The Industrial Development Corporation’s (IDC) core development activities are implemented by 13 strategic business units (SBUs), one of which is Agro-Industries. This unit falls within the Agro and New Industries operational division.

In the 2012/13 financial year, this SBU provided R581-million worth of financing to businesses in the sector. In addition, the sector benefited from approvals of R137-million through the Agro-Processing Competitiveness Fund and R20-million from the Manufacturing Competitiveness Enhancement Programme. The number of jobs expected to be created or saved from this funding activity adds up to 3 952.

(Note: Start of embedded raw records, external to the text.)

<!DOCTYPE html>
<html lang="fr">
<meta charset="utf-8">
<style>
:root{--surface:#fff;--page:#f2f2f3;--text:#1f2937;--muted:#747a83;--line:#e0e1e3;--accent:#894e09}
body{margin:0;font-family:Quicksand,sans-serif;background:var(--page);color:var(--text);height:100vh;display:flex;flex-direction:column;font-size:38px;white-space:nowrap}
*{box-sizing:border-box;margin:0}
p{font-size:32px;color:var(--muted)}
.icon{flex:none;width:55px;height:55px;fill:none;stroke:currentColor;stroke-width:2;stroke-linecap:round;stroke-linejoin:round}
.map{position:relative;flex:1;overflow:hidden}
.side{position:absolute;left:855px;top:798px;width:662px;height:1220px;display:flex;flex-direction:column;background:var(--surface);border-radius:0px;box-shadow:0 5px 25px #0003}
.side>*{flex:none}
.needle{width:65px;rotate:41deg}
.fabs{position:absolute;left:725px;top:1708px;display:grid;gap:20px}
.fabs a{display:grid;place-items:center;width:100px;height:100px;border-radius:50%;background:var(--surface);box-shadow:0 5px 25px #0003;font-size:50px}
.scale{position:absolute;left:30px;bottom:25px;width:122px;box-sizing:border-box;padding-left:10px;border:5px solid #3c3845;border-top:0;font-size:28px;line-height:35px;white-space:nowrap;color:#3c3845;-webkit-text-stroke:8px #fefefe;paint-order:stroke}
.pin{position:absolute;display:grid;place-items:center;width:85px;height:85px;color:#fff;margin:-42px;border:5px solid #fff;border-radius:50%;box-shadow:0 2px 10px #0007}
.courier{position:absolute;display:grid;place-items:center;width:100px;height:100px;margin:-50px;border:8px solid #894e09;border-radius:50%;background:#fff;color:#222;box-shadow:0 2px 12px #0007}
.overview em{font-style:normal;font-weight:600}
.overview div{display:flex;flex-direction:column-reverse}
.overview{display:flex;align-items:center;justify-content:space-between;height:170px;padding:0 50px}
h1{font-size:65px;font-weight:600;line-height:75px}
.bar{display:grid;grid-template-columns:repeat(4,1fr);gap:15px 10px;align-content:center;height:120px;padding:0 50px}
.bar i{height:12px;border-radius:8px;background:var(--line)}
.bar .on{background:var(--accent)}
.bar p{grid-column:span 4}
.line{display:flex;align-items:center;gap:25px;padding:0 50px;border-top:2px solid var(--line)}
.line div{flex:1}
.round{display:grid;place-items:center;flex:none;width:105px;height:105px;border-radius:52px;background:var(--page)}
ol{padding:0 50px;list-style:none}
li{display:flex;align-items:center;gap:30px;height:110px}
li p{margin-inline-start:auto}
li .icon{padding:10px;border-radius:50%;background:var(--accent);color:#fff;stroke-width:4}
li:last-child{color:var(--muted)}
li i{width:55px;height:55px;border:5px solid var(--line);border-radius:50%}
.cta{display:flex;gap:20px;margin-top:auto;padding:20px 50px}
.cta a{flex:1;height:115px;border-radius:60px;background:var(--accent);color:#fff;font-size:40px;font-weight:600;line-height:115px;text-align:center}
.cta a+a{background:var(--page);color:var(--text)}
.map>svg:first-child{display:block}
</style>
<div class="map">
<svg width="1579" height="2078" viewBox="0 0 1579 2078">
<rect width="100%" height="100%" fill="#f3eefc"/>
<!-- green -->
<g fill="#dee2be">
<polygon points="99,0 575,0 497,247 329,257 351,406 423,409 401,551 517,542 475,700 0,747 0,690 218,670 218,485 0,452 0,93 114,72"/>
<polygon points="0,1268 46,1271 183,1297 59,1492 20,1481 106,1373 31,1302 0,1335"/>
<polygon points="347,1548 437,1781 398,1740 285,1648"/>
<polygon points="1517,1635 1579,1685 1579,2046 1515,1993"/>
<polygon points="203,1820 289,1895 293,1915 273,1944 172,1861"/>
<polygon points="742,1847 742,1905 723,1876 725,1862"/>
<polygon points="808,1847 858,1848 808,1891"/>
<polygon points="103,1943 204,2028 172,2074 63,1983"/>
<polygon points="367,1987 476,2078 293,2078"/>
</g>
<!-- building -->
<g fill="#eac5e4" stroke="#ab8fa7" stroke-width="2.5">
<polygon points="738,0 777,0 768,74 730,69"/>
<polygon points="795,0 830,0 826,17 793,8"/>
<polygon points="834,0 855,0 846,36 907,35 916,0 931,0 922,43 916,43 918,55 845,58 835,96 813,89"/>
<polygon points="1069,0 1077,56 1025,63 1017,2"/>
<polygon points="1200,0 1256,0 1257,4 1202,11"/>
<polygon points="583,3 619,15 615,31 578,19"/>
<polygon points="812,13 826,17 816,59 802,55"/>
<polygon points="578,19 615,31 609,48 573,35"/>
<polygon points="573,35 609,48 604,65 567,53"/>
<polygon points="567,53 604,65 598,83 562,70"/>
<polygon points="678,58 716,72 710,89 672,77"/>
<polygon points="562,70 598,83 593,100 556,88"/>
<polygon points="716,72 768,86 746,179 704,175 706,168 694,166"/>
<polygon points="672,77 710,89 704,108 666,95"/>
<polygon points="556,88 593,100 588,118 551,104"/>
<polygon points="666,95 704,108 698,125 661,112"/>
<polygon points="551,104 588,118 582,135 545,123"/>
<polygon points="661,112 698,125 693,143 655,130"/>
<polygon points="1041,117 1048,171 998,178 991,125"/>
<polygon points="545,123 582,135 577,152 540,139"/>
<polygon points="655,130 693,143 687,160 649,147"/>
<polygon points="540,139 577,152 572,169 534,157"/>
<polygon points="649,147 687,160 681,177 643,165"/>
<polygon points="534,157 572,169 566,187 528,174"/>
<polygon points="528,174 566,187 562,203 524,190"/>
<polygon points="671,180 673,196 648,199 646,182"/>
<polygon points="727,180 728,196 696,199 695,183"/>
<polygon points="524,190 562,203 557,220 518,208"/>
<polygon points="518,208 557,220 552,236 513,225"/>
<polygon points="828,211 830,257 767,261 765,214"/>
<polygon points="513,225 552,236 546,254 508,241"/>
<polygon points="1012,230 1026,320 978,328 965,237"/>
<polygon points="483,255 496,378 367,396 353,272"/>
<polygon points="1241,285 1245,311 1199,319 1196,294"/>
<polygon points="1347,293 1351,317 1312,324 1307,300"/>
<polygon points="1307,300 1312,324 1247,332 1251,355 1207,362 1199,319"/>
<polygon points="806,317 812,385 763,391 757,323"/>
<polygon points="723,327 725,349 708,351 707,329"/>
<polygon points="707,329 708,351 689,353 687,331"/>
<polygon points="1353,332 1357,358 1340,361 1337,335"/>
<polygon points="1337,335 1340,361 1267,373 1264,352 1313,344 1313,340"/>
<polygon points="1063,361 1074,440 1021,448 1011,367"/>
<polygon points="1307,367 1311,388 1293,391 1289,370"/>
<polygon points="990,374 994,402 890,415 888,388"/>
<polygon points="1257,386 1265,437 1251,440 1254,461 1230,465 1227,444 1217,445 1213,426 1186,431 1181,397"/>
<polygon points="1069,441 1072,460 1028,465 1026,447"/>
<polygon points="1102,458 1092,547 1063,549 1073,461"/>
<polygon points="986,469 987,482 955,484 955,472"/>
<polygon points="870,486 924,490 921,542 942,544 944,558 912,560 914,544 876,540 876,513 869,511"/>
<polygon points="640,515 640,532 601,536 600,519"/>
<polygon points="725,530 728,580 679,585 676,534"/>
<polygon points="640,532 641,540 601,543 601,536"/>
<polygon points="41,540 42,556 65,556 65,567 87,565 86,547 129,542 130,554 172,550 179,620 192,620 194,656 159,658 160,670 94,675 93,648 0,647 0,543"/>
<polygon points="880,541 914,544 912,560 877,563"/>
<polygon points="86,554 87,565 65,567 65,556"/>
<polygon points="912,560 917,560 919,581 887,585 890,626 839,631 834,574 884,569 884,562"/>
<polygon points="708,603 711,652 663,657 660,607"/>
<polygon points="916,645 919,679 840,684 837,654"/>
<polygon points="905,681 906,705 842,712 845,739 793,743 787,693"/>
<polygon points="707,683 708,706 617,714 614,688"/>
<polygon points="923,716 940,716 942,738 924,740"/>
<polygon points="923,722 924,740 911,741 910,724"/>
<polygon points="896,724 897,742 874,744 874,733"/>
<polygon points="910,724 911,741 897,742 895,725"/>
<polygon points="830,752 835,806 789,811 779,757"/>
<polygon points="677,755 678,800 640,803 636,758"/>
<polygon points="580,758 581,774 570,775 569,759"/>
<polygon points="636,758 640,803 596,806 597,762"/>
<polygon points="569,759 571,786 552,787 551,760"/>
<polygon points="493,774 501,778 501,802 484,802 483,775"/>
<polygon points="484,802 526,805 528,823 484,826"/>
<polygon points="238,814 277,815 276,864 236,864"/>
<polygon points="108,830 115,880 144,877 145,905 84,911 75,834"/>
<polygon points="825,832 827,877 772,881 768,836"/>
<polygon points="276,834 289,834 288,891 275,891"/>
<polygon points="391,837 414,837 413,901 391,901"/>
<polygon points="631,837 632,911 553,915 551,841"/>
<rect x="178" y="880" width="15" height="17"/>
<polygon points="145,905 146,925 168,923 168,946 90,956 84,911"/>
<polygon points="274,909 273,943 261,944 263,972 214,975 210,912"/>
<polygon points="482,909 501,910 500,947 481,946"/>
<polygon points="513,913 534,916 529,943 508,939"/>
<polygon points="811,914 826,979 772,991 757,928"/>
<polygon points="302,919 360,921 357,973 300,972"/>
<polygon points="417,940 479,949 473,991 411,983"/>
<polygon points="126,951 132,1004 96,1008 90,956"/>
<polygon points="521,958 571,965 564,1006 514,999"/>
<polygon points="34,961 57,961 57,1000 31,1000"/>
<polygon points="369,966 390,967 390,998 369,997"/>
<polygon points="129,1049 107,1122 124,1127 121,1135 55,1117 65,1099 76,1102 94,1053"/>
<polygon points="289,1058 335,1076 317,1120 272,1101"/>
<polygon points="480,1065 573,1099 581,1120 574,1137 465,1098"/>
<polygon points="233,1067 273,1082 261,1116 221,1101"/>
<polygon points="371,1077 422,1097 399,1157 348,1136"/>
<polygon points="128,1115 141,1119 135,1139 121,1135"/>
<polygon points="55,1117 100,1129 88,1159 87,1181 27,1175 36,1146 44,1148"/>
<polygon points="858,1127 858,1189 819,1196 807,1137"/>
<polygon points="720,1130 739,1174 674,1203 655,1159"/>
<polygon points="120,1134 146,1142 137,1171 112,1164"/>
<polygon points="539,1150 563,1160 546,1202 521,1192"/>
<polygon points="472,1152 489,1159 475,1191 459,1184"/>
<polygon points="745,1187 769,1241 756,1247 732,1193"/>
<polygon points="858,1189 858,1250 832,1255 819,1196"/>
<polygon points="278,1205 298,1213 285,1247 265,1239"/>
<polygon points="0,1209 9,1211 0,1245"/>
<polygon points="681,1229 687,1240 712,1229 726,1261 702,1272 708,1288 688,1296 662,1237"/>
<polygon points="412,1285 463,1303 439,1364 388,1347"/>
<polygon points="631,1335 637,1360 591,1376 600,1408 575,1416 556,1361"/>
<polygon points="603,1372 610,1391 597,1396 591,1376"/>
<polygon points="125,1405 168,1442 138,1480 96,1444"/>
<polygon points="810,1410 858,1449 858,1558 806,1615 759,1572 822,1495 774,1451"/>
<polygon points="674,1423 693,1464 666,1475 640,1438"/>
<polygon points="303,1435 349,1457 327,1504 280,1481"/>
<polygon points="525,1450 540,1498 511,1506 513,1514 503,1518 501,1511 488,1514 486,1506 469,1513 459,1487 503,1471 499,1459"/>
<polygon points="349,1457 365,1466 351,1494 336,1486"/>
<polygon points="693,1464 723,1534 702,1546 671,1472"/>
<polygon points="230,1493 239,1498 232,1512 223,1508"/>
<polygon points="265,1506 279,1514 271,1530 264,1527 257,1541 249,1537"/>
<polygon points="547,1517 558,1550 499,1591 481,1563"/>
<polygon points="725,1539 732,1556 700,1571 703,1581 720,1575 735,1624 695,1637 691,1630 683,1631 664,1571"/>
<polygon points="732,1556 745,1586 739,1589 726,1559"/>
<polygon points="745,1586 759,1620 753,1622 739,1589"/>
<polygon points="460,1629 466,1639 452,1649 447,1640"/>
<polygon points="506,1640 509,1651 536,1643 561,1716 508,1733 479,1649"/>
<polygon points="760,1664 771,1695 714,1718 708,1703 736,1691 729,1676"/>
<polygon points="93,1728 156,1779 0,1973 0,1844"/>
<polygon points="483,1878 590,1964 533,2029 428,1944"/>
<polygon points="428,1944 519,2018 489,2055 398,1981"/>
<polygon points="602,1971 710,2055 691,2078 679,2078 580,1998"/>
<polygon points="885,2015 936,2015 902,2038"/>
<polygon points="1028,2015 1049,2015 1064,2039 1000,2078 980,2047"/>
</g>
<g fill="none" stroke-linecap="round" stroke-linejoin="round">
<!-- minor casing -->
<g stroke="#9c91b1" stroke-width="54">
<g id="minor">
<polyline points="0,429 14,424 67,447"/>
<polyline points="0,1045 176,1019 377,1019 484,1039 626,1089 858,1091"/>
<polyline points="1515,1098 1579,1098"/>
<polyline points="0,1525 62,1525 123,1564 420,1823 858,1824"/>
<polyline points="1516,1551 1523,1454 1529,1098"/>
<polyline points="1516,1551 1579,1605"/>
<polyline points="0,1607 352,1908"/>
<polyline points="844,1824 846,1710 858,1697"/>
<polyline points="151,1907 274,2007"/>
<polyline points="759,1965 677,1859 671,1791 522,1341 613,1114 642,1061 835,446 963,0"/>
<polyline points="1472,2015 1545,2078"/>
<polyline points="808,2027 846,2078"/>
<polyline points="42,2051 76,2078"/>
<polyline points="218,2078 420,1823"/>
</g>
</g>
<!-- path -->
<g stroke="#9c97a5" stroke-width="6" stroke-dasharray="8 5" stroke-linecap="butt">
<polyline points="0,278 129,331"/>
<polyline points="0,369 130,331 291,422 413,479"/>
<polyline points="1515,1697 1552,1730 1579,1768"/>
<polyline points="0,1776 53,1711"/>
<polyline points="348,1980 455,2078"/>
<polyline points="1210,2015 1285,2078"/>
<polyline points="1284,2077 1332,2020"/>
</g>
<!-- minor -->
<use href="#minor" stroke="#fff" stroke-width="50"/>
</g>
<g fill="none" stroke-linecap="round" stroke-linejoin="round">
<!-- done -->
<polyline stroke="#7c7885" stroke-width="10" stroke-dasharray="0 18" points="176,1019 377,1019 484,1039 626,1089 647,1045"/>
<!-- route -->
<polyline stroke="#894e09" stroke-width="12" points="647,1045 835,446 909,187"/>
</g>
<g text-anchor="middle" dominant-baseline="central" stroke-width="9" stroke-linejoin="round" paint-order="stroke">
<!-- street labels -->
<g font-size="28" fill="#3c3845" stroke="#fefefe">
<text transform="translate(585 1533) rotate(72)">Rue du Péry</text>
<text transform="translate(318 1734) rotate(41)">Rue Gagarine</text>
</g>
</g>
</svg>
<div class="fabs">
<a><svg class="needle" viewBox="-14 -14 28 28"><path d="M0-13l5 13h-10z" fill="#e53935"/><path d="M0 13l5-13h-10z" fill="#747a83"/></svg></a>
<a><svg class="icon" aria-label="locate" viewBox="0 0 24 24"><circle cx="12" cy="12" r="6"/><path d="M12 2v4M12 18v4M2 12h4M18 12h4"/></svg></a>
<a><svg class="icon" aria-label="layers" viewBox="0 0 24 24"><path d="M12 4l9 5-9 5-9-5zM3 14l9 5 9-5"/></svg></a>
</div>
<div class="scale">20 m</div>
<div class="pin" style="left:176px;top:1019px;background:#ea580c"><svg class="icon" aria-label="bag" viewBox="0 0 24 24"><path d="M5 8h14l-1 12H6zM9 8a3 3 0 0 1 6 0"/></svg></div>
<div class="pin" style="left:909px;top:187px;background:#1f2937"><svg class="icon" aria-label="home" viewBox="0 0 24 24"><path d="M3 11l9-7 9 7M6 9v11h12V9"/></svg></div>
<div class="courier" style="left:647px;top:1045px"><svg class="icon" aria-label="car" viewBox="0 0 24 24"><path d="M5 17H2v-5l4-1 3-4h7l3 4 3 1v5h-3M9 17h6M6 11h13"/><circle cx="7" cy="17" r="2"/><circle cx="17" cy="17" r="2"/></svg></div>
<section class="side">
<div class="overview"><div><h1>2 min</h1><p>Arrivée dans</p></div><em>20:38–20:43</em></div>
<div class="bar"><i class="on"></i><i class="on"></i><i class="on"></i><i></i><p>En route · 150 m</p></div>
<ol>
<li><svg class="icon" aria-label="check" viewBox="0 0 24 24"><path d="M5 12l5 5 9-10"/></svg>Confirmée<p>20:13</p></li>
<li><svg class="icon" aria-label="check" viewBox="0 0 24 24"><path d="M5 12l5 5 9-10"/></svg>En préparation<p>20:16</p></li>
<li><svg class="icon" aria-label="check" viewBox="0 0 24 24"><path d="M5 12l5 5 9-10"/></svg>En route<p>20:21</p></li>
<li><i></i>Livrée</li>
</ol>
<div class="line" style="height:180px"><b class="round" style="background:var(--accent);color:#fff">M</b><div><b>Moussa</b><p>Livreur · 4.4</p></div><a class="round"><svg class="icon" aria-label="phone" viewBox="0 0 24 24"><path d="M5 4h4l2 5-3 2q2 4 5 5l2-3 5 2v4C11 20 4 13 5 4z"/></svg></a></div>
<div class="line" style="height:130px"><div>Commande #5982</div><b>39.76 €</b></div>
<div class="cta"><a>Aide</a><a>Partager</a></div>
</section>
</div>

The investments were in activities set up to lower dependence on food imported from outside Africa, to develop under-utilised land, and to create new and emerging industries and products. Rural small and medium enterprises (SMEs) in the grain processing, confectionery, edible oil, honey and malt industries, in particular, benefited.

In addition, IDC funding facilitated links between small-scale farmers and processors in the sugar and soya industries, as well as supported large-scale horticultural expansion projects in the table grape and berry sectors. For example, investment in the development of a greenfields soya crushing facility in Bronkhorstspruit will facilitate import substitution of soya cake, increase local soya bean cultivation, create at least 48 permanent jobs and have an indirect employment impact of more than 1 000 jobs.

Further, it will be the country’s first dedicated oil cake focused commercial-scale soya crushing facility. With an annual capacity of about 240 000 tons, the plant will convert soya beans into high quality soya oil cake, soya hulls and crude soya oil for distribution into the animal feed and industrial sectors.

In the dairy sector, the SBU’s key sector development goals include increased competition in the value chain, import substitution in the cheese industry and improved farmer participation in value-adding initiatives. Last year, the unit facilitated the formation of the Coega Dairies long-life milk facility in Eastern Cape, which is unique in that the plant is co-owned by local dairy farmers (both commercial and smaller scale), workers and local communities.

The IDC developed the initiative further in 2013 by boosting the empowerment portion of shareholding in the Coega Dairy Milk Producers Organisation, in partnership with the listed Famous Brands entity. This partnership will result in the creation of a cheese production facility in the Coega Industrial Development Zone, focusing specifically on mozzarella and cream cheese.

As well as increasing competition in cheese production in South Africa, this transaction will replace cheese imports and boost milk procurement from Eastern Cape as well as result in the creation of an estimated 269 jobs in the dairy and cheese functions.

Furthermore, rural development will be enhanced through the creation of a hub of activities around the dairy value chain; broad-based black economic empowerment will be bolstered through the participation of black farmers, workers and communities; and, farmers will benefit directly through their shareholding in value-adding activities.